Why the Creamery’s City Goat is so good.

The City Goat are the opposite—the epitome of what artisan goat cheese is all about. Delicious and delicate with a really fine, clean finish. I could eat a whole one in a single sitting. If you’re going for a quick lunch outdoors, pick up a fresh City Goat, buy a Bakehouse baguette, an apple, and have at it. They would be just as appropriate and enjoyable on a park bench in Paris as they are sitting on a blanket here in the woods of Washtenaw County. These lovely little soft white discs are definitely old school. We start with fresh goat milk from one local farm. Add rennet and starter culture. Let the curd “set,” then cut the curd to start the separation of (solid) curd from (liquid) whey. The curd is then gently hand-ladled into the forms. The process is just what it sounds like—one ladle at a time is scooped into the perforated cheese molds. When the whey has drained out and the curd settles, another ladle of curd is added on top. And then again and one more time until the discs are the right size. The super fresh rounds are then put into a light salt brine for 24 hours. The salt—in all of these cheeses—is the only “preservative.”

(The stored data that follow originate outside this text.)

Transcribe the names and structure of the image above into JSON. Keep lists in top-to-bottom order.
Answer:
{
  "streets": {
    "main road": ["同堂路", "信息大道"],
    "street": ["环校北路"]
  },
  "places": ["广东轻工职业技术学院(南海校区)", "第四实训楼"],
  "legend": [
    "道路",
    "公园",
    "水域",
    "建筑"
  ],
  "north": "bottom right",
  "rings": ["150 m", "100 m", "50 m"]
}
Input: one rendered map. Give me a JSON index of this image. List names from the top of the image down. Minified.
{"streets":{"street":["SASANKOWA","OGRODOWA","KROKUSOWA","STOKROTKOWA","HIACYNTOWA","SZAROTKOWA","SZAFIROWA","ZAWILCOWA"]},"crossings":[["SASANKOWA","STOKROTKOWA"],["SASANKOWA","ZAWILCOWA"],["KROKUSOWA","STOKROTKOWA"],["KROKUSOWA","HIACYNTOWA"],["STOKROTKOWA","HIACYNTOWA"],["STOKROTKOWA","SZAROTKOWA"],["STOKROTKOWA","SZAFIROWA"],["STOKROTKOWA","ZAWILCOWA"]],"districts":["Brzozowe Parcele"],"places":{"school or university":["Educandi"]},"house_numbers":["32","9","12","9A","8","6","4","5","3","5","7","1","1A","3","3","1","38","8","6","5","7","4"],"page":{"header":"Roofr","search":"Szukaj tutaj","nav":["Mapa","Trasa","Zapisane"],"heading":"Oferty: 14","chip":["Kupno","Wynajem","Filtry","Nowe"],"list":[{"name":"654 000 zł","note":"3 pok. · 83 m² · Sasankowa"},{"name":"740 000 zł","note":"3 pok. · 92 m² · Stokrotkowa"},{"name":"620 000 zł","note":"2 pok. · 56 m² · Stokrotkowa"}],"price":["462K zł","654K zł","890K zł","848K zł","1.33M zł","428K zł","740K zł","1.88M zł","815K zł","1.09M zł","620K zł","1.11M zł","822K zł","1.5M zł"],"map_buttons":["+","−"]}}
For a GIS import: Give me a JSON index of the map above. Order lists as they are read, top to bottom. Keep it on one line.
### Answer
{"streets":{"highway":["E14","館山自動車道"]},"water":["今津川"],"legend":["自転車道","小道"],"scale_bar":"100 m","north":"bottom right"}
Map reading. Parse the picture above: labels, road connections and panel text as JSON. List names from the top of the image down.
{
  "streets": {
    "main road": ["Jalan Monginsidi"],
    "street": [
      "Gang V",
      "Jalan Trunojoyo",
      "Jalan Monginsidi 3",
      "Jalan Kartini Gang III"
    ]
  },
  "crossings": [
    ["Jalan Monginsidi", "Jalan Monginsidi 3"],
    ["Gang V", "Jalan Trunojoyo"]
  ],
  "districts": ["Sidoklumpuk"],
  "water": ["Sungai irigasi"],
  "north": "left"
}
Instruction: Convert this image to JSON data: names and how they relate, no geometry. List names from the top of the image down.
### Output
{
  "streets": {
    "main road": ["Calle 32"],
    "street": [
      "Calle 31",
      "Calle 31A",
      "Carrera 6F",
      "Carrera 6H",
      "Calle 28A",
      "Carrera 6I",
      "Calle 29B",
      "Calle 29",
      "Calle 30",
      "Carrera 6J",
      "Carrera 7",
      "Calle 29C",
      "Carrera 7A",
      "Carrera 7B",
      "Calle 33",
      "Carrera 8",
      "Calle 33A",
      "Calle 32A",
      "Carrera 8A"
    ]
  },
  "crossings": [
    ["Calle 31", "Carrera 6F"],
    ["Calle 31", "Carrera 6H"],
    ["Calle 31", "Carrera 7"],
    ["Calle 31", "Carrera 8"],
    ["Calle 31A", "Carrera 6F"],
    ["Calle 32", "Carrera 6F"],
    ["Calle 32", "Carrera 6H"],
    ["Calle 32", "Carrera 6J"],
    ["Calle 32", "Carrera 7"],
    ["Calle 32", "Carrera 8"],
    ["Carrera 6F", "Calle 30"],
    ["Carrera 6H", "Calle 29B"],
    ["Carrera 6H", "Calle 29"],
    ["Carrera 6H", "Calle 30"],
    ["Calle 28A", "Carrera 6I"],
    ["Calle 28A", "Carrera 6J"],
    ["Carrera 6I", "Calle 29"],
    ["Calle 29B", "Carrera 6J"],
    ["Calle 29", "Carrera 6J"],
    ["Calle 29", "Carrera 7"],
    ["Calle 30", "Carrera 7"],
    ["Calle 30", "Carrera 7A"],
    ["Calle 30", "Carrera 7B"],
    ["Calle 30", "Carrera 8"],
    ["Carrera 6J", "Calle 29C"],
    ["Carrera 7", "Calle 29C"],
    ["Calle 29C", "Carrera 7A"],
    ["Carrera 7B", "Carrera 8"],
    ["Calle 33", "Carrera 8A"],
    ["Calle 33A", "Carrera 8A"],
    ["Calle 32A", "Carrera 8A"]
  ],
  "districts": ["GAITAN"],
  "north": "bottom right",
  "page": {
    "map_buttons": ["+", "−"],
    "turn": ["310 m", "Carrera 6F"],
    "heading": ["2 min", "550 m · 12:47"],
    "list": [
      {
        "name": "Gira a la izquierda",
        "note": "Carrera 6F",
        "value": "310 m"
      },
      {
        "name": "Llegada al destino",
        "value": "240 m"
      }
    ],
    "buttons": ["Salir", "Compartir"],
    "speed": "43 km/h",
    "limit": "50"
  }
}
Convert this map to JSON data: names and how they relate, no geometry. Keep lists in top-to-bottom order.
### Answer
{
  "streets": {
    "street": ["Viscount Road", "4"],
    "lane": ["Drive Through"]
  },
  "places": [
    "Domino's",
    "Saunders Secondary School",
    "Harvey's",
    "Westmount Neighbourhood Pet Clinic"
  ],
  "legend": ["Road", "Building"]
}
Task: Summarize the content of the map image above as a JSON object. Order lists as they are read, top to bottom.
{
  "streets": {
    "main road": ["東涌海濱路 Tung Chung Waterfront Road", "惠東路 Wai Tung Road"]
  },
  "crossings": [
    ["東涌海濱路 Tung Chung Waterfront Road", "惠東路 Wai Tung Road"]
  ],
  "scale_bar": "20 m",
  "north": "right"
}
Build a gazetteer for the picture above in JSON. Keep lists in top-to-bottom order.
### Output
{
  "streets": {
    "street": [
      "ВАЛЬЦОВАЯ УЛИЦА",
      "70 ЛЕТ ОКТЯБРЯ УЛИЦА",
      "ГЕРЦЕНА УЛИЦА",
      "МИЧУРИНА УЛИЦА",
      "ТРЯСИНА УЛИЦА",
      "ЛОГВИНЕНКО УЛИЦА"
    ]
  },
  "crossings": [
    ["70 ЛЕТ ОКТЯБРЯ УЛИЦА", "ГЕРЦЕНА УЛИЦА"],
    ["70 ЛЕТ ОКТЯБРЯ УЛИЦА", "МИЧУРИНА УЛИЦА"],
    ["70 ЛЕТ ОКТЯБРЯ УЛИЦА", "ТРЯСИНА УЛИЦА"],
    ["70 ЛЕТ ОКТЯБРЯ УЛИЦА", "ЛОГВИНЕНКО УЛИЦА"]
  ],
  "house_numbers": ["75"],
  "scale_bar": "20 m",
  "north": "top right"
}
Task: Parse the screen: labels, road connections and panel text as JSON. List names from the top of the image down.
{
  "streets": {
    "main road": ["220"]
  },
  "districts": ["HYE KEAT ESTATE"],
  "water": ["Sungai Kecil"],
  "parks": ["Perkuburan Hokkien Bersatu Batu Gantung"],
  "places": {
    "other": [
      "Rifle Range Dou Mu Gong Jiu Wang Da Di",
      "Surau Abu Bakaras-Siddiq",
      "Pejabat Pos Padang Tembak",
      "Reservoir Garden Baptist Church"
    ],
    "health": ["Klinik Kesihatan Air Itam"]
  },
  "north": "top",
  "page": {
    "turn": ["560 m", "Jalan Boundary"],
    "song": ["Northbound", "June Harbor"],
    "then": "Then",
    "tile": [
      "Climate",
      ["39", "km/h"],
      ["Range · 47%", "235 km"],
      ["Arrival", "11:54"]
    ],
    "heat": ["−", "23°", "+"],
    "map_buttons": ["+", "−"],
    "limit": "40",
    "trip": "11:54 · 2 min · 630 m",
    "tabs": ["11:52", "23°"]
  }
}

Savor the flavor of our City Goat.

The beauty of this old process is that it yields a cheese that’s very much true to what the best of fresh goat cheeses were about many decades ago. Delicate, flaky, delicious. Handled carefully like this, the curd is protected throughout the process. The flavor is lusciously light. Take a small bite, savor it, and appreciate the moment. There are many challenges ahead for all of us, but for a minute or two we can just appreciate the loveliness and elegant simplicity of these little cheeses and the hard work of the Creamery crew, the farmers, and the goats that made them possible!